There are parallels to geometric symmetry in the way that various physical phenomena and qualities of matter express themselves as well. For example, the well-known principle of the Conservation of Energy is a consequence of the fact that when some collections of matter and energy are examined at different times, they each have precisely the same total energy, just as a cube looks the same when it is rotated in space by a prescribed amount. Symmetry under a ‘shift in time’ is as closely related to the Conservation of Energy as is the symmetry of a cube when rotated by 90 degrees.

Among other things, symmetries of Nature dictate the strengths and ranges of the natural forces and the properties of the particles they act upon. Although Nature’s symmetries are hidden in today’s cold world, they reveal themselves at very high temperatures and can be studied in modern particle accelerators.

The real goal in unification theory is actually two-fold: not only to uncover and describe the underlying symmetries of the world, but to find physical mechanisms for ‘breaking’ them at low energy. After all, we live in a complex world filled with a diversity of particles and forces, not a bland world with one kind of force and one kind of particle!

Theoreticians working on this problem are often forced to add terms to their equations that represent entirely new fields in Nature. The concept of a field was invented by mathematicians to express how a particular quantity may vary from point to point in space. Physicists since the 18th century have adopted this idea to describe quantitatively how forces such as gravity and magnetism change at different distances from a body.

The interactions of these fields with quarks, electrons and other particles cause symmetries to break down. These fields are usually very different than those we already know about. The much sought after Higgs boson field, for example, was introduced by Sheldon Glashow, Abdus Salam and Steven Weinberg in their unified theory of the electromagnetic and weak nuclear forces.

Prior to their work, the weak force causing certain particles to decay, and the electromagnetic force responsible for the attraction between charged particles and the motion of compass needles, were both considered to be distinct forces in nature. By combining their mathematical descriptions into a common language, they showed that this distinction was not fundamental to the forces at all! A new field in nature called the Higgs field makes these two forces act differently at low temperature. But at temperatures above 1000 trillion degrees, the weak and electromagnetic forces become virtually identical in the way that they affect matter. The corresponding particles called the Higgs Boson not only cause the symmetry between the electromagnetic and weak forces to be broken at low temperature, but they are also responsible for confiring the property of mass on particles such as the electrons and the quarks!

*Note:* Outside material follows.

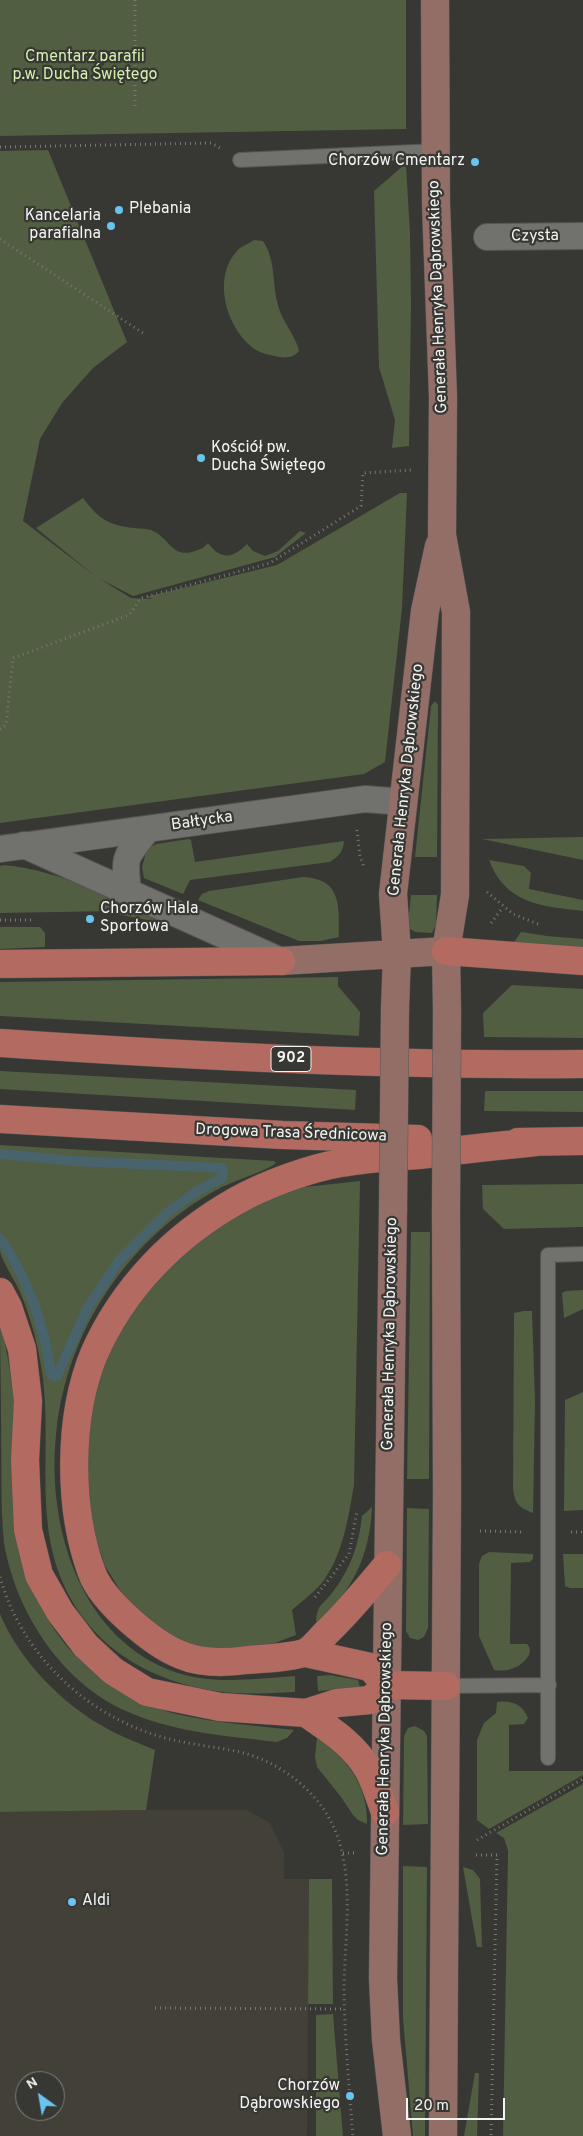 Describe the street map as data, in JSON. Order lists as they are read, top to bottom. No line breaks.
{"streets":{"main road":["902","Drogowa Trasa Średnicowa"],"street":["Czysta","Generała Henryka Dąbrowskiego","Bałtycka"]},"crossings":[["Generała Henryka Dąbrowskiego","Bałtycka"]],"parks":["Cmentarz parafii p.w. Ducha Świętego"],"places":["Chorzów Cmentarz","Plebania","Kancelaria parafialna","Kościół pw. Ducha Świętego","Chorzów Hala Sportowa","Aldi","Chorzów Dąbrowskiego"],"scale_bar":"20 m","north":"top left"}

There is, however a price that must be paid for introducing new fields into the mathematical machinery. Not only do they break symmetries, but they can also give the vacuum state an enormous latent energy that, curiously, behaves just like Lambda in cosmological models.

The embarrassment of having to resurrect the obsolete quantity Lambda is compounded when unification theories are used to predict its value. Instead of being at best a vanishingly minor ingredient to the universe, the predicted values are in some instances 10 to the power of 120 times greater than even the most generous astronomical upper limits!

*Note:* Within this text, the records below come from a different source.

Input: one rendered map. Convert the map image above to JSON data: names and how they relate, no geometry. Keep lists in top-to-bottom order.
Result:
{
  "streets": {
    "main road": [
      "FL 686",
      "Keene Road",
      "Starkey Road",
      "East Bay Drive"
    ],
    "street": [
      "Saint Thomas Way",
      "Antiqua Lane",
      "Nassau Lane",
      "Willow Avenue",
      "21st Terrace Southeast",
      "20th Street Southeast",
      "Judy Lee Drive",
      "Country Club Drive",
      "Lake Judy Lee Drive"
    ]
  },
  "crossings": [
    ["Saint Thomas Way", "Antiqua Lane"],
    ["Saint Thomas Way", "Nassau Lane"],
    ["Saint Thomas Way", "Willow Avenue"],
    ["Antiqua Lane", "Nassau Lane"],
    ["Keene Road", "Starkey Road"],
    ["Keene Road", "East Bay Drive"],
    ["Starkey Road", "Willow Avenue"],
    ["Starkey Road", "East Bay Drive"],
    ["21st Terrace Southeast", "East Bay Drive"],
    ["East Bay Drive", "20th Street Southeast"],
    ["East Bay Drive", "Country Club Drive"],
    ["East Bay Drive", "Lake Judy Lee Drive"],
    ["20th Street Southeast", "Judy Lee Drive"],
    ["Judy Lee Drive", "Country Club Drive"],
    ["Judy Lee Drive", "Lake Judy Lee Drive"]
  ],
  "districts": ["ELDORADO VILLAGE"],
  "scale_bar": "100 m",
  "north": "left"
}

It is an unpleasant fact of life for physicists that the best candidates for the Theory of Everything always have to be fine-tuned to get rid of their undesirable cosmological consequences. Without proper adjustment, these candidates may give correct predictions in the microscopic world of particle physics, but predict a universe which on its largest scales looks very different from the one we inhabit.

Like a messenger from the depths of time, the smallness – or absence – of the cosmological constant today is telling us something important about how to craft a correct Theory of Everything. It is a signpost of the way Nature’s symmetries are broken at low energy, and a nagging reminder that our understanding of the physical world is still incomplete in some fundamental way.

A LIKELY STORY

Most physicists expect the Theory of Everything will describe gravity the same way we now describe matter and the strong, weak and electromagnetic forces – in the language of quantum mechanics. Gravity is, after all, just another force in Nature. So far this has proven elusive, due in part to the sheer complexity of the equations of general relativity. Scientists since Einstein have described gravity ( as well as space and time) in purely geometric terms. Thus we speak of gravity as the “curvature of space-time”.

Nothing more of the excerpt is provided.